EXERCISE DIRECTIONS » Only one stretch of the data below should be repeated: the lines from the line containing "width:36px; height:36px; display:grid;" through the line containing "font-size:13px; font-style:normal; color:#9c9d9f", inclusive, exactly as they are.

----

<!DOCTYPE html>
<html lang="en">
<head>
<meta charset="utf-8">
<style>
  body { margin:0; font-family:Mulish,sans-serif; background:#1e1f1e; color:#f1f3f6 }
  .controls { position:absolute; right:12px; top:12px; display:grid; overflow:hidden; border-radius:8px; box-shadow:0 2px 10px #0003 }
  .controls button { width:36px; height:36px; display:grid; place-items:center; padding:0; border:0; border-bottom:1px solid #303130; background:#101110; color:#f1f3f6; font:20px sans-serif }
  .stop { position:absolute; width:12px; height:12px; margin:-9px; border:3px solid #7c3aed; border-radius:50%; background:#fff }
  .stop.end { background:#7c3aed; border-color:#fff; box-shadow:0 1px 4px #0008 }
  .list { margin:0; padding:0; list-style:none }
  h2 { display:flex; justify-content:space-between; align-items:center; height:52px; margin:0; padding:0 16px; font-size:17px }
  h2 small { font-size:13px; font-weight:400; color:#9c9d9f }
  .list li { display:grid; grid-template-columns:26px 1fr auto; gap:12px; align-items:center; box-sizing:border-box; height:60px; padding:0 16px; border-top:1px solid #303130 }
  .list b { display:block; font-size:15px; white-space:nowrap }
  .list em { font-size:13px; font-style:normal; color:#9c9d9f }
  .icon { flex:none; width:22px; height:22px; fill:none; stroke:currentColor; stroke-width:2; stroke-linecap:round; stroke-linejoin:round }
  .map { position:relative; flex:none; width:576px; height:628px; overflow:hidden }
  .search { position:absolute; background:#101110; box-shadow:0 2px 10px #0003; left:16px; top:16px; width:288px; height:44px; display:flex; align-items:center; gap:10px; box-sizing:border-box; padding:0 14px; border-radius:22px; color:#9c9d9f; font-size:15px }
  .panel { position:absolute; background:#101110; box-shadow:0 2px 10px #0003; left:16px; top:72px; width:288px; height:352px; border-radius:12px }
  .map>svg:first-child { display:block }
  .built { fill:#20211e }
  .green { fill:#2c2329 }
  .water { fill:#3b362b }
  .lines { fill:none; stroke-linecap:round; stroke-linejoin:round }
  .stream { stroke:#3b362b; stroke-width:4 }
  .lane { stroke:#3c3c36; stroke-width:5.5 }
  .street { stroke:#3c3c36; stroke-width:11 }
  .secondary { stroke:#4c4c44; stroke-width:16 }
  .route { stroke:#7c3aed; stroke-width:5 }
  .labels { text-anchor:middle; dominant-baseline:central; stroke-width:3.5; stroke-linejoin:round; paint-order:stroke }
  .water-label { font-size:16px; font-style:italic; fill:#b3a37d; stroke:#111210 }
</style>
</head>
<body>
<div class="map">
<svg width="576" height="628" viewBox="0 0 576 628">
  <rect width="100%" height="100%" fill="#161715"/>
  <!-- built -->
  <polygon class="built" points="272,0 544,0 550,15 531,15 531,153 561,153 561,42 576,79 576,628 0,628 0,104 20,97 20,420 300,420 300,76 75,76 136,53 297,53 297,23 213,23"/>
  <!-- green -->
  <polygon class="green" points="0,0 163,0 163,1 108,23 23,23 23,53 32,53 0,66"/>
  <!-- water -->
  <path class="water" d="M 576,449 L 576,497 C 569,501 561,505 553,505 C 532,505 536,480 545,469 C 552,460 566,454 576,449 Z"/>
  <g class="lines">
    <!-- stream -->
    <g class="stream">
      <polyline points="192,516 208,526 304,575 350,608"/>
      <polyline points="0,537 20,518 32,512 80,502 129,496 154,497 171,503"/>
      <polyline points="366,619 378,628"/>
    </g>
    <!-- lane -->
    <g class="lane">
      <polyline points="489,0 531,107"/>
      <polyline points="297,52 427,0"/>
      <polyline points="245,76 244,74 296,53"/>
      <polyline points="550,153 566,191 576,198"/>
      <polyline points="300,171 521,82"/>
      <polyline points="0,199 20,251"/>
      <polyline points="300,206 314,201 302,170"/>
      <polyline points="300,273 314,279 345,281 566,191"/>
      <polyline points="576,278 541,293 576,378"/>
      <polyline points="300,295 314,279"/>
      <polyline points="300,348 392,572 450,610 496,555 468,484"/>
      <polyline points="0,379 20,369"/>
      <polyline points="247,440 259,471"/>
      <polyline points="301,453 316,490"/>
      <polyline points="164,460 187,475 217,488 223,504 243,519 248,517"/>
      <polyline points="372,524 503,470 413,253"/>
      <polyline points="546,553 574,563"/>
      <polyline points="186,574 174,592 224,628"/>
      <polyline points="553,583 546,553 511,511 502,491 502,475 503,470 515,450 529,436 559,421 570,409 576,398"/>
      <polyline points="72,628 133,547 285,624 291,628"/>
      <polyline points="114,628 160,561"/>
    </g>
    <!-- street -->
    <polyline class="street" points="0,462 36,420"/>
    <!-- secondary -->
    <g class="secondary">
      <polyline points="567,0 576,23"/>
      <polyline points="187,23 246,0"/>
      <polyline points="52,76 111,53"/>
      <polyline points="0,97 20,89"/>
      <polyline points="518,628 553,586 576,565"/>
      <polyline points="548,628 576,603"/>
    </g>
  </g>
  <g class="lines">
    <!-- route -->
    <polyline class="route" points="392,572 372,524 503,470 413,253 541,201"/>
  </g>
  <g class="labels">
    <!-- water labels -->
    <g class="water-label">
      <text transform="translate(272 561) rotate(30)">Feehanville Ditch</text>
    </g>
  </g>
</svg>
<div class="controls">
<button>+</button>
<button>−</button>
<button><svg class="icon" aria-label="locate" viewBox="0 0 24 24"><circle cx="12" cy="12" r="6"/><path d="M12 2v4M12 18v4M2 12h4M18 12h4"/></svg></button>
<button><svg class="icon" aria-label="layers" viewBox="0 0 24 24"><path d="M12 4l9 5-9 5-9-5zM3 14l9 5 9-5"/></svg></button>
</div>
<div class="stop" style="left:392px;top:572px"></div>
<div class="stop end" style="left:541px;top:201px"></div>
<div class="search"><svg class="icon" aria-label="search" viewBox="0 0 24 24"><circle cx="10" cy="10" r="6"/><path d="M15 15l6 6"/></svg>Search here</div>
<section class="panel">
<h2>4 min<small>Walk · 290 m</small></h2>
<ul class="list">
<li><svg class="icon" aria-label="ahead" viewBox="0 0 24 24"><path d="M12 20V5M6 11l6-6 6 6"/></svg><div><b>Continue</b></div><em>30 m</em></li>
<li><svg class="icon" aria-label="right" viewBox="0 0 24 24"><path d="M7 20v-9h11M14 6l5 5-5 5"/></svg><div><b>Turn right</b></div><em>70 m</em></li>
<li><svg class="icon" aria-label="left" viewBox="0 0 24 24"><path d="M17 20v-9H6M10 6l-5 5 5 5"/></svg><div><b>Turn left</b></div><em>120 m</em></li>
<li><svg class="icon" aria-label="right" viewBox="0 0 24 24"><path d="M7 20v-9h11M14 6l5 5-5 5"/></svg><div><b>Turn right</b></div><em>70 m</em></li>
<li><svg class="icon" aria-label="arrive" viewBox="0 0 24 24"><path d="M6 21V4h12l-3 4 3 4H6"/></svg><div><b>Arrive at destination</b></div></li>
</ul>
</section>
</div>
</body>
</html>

----

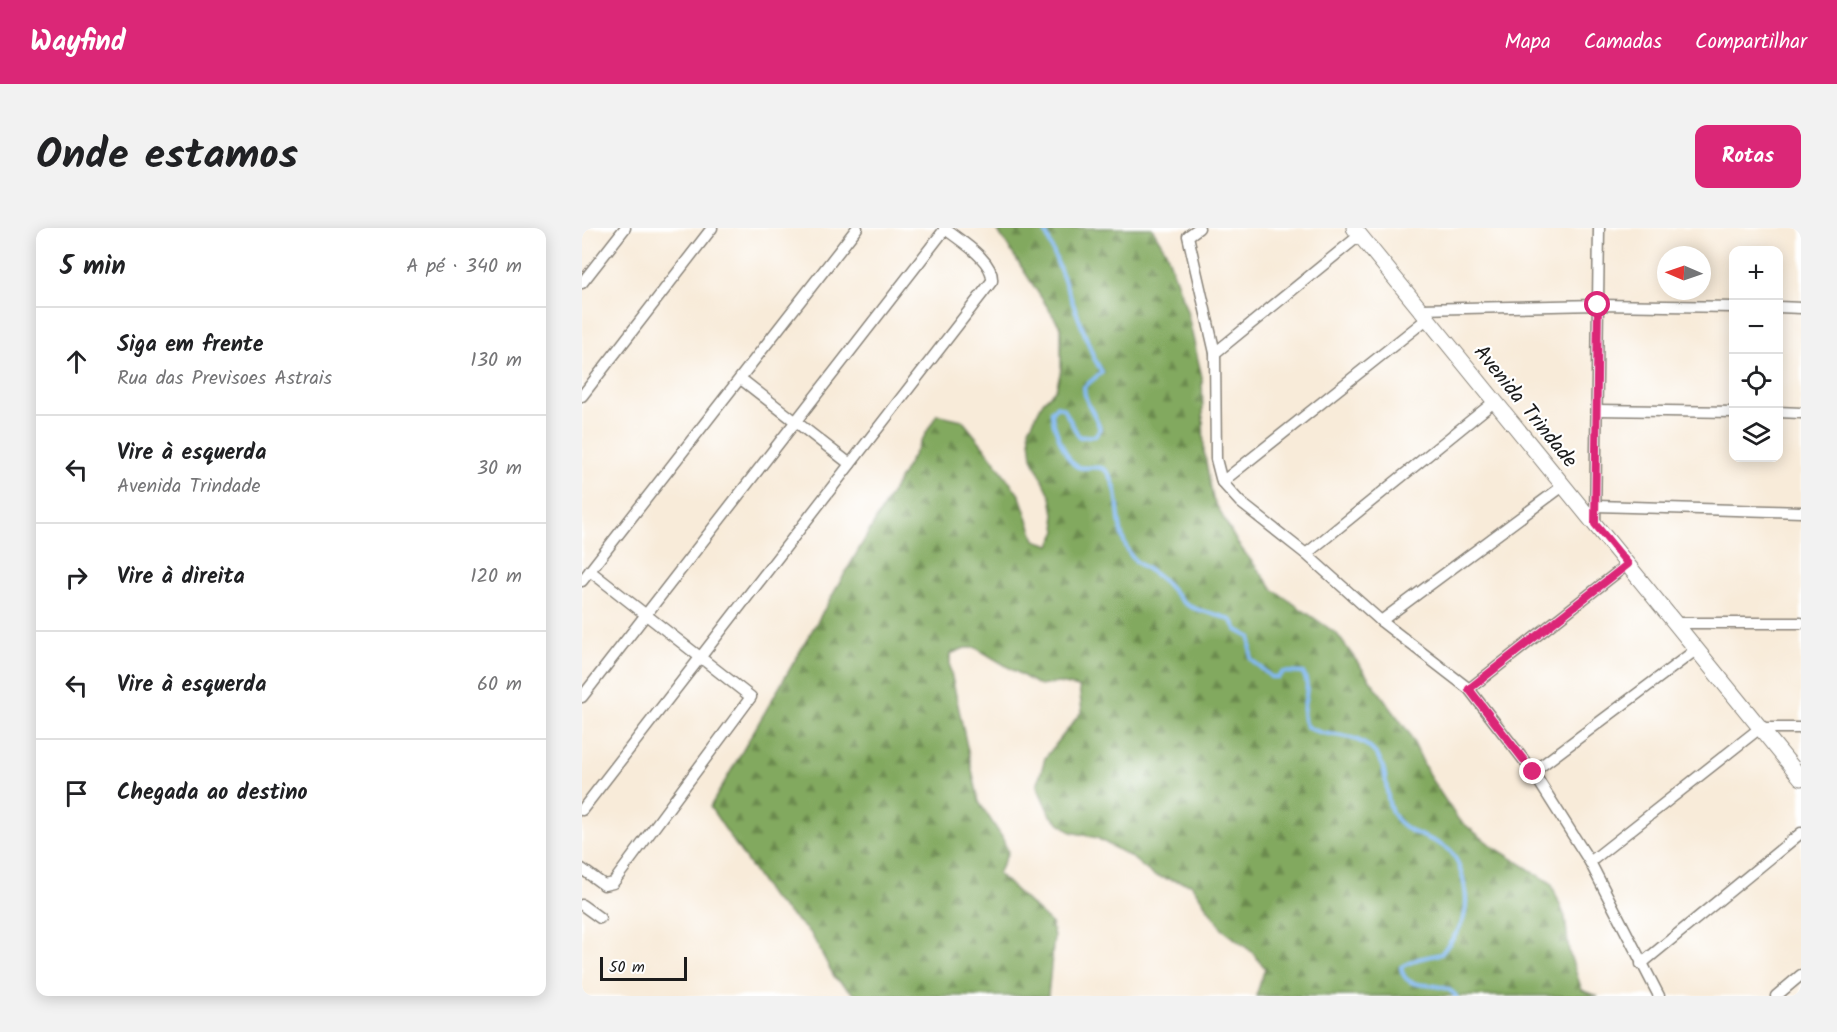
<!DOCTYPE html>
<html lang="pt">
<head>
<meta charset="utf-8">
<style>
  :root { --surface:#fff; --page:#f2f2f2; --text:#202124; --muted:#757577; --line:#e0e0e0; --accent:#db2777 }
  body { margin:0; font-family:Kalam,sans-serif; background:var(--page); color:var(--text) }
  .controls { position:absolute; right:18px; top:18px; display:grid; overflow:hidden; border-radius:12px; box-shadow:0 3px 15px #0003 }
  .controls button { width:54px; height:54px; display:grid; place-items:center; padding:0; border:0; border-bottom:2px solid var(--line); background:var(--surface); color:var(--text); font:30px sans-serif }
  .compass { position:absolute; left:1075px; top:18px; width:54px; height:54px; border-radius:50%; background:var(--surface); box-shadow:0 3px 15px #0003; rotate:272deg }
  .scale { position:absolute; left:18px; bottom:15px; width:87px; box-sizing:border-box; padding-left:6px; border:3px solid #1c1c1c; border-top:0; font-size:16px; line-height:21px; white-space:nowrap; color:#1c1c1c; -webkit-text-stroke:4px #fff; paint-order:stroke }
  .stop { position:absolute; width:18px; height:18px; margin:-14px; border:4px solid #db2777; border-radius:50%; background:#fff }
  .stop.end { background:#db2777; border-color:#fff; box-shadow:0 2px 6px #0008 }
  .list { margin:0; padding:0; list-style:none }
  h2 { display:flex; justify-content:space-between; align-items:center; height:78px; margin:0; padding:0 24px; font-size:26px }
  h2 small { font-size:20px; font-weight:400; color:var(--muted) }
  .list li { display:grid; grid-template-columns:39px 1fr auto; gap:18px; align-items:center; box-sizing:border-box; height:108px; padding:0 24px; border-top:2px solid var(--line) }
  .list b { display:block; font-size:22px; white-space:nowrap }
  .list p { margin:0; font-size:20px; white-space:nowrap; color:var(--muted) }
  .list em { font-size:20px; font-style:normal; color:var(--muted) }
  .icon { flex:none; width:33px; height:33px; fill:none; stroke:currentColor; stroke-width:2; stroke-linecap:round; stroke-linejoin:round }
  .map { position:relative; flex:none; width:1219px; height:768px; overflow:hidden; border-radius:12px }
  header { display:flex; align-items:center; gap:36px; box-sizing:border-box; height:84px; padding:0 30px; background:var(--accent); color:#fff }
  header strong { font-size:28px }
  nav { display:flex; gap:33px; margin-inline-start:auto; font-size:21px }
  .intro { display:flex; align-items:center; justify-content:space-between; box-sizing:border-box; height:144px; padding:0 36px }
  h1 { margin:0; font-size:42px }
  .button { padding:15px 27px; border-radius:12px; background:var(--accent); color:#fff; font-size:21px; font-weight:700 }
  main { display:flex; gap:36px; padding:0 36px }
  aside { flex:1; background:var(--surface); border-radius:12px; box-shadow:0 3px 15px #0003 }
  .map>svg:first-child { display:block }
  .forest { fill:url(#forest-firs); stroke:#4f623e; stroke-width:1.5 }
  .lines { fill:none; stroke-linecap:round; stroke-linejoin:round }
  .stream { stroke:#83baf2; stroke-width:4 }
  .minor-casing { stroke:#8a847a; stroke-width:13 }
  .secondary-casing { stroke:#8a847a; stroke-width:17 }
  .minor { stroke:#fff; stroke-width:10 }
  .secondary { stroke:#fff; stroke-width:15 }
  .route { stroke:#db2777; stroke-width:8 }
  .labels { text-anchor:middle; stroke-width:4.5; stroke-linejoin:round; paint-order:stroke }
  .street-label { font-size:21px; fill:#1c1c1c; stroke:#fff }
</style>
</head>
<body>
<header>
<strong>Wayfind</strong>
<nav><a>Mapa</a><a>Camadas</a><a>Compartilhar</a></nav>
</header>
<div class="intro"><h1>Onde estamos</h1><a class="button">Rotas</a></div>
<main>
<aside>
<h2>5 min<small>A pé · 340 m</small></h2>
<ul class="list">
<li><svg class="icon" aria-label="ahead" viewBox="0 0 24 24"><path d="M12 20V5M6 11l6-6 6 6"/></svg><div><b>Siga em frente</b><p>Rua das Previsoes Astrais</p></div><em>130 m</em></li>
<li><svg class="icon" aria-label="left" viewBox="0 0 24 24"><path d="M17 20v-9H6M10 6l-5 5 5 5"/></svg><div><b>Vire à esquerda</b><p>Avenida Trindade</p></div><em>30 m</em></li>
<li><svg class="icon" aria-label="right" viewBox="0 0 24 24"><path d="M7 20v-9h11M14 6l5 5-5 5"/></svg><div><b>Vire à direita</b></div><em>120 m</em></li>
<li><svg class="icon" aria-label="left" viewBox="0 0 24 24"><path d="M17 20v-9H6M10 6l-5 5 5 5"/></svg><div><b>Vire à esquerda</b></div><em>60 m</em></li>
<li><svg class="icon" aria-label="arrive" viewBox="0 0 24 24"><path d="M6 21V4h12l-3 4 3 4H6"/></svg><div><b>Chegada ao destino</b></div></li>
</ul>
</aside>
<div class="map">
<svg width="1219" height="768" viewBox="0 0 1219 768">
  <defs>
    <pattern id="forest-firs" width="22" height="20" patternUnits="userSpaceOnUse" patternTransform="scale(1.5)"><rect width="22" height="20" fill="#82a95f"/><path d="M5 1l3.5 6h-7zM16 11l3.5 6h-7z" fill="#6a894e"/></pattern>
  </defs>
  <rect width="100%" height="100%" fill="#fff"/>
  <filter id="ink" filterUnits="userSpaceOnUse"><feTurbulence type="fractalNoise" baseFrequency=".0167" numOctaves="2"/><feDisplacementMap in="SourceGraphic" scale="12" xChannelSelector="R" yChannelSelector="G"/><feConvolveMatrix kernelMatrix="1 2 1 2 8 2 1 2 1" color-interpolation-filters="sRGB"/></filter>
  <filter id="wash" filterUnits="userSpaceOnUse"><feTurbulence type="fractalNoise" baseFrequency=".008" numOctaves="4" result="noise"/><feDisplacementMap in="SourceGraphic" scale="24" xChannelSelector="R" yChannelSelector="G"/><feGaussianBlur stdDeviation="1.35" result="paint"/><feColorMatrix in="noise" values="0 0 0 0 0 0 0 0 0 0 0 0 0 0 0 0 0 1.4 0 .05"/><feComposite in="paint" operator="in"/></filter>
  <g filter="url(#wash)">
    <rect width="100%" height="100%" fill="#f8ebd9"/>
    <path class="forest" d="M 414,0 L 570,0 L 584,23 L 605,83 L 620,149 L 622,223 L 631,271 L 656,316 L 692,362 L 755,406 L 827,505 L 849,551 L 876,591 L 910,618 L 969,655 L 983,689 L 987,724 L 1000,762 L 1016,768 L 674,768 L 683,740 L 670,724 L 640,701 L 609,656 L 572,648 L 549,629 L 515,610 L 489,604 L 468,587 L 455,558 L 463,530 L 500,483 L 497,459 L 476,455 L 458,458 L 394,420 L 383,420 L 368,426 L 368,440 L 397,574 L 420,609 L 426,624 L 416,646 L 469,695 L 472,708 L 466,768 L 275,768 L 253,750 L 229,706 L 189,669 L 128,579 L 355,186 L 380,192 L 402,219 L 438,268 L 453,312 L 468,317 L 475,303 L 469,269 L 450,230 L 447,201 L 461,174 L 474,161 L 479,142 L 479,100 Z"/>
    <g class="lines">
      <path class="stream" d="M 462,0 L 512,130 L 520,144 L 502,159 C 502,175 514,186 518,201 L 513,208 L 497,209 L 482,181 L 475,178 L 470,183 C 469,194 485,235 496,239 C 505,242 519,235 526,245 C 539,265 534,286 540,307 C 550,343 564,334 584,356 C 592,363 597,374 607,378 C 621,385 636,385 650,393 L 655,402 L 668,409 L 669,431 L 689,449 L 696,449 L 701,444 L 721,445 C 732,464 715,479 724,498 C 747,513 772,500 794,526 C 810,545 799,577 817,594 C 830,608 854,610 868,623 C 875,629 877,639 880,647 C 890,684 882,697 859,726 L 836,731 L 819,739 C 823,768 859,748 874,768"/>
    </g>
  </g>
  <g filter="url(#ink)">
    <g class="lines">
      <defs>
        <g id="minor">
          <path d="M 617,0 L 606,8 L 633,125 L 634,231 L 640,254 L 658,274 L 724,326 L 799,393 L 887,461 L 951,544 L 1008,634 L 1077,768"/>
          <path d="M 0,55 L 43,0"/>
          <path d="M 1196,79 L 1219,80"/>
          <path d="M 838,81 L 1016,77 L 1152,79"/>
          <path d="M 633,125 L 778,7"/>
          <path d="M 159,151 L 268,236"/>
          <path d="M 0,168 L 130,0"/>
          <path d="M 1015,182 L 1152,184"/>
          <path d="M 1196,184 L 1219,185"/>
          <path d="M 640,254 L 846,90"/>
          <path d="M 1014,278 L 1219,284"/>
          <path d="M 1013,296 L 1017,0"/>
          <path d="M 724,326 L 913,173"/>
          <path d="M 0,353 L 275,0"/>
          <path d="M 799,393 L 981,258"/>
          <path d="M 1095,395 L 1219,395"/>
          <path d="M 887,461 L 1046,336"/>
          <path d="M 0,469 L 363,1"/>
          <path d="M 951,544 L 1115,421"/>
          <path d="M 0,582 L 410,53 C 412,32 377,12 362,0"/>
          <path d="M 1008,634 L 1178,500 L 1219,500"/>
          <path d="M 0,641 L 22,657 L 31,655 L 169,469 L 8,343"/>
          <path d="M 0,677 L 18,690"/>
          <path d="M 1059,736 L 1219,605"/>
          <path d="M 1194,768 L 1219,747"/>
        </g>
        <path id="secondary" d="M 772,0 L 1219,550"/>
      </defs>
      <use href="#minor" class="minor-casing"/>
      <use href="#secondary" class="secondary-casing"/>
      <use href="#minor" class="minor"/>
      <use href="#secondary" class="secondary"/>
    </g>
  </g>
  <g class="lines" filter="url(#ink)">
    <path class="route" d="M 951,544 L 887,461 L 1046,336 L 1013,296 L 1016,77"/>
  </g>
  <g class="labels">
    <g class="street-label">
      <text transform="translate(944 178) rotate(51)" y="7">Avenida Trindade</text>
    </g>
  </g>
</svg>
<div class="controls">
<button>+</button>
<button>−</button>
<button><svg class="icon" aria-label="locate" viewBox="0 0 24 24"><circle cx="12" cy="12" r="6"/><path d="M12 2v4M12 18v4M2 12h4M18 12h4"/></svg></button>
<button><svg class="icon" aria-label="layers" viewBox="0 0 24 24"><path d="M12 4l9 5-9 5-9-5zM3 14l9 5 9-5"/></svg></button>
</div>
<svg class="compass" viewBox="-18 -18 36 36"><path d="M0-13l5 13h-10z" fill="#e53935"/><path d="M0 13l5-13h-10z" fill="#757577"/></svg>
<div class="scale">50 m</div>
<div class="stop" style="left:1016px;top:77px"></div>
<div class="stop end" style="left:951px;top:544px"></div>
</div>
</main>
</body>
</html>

----

ANSWER »
  .controls button { width:36px; height:36px; display:grid; place-items:center; padding:0; border:0; border-bottom:1px solid #303130; background:#101110; color:#f1f3f6; font:20px sans-serif }
  .stop { position:absolute; width:12px; height:12px; margin:-9px; border:3px solid #7c3aed; border-radius:50%; background:#fff }
  .stop.end { background:#7c3aed; border-color:#fff; box-shadow:0 1px 4px #0008 }
  .list { margin:0; padding:0; list-style:none }
  h2 { display:flex; justify-content:space-between; align-items:center; height:52px; margin:0; padding:0 16px; font-size:17px }
  h2 small { font-size:13px; font-weight:400; color:#9c9d9f }
  .list li { display:grid; grid-template-columns:26px 1fr auto; gap:12px; align-items:center; box-sizing:border-box; height:60px; padding:0 16px; border-top:1px solid #303130 }
  .list b { display:block; font-size:15px; white-space:nowrap }
  .list em { font-size:13px; font-style:normal; color:#9c9d9f }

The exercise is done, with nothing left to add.